_Work instruction_
In the listing, some lines may hold the string "JSON"; report how many do, as a bare number.

_Data under study_
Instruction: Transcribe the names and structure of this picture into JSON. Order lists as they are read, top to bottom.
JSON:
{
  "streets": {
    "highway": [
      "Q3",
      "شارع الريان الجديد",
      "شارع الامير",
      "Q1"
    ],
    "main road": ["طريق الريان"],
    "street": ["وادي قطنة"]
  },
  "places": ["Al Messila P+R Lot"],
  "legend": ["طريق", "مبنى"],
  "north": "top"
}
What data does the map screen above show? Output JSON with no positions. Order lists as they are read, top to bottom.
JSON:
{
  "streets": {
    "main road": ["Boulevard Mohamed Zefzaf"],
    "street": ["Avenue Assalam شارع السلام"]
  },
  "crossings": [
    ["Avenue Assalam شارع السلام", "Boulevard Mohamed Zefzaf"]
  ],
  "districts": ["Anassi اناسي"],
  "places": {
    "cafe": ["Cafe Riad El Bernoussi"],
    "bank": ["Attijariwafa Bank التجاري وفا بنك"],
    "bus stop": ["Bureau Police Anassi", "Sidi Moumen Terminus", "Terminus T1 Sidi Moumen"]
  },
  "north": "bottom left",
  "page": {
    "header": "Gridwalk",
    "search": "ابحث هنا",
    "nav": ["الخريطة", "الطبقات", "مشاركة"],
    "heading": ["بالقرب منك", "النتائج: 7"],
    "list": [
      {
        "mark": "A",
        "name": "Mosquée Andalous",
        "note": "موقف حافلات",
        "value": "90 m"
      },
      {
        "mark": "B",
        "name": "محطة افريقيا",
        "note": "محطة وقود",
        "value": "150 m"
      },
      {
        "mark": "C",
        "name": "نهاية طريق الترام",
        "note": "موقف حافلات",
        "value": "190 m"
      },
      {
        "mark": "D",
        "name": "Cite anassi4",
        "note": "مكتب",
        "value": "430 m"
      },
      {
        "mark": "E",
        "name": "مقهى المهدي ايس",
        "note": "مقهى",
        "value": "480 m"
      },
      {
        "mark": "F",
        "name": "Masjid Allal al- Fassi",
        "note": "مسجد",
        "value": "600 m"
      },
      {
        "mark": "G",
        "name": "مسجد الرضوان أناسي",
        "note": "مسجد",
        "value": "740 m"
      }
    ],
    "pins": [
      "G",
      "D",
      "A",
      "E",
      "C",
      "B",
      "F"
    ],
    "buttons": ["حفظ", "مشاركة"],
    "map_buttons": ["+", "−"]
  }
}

_Result for this task_
4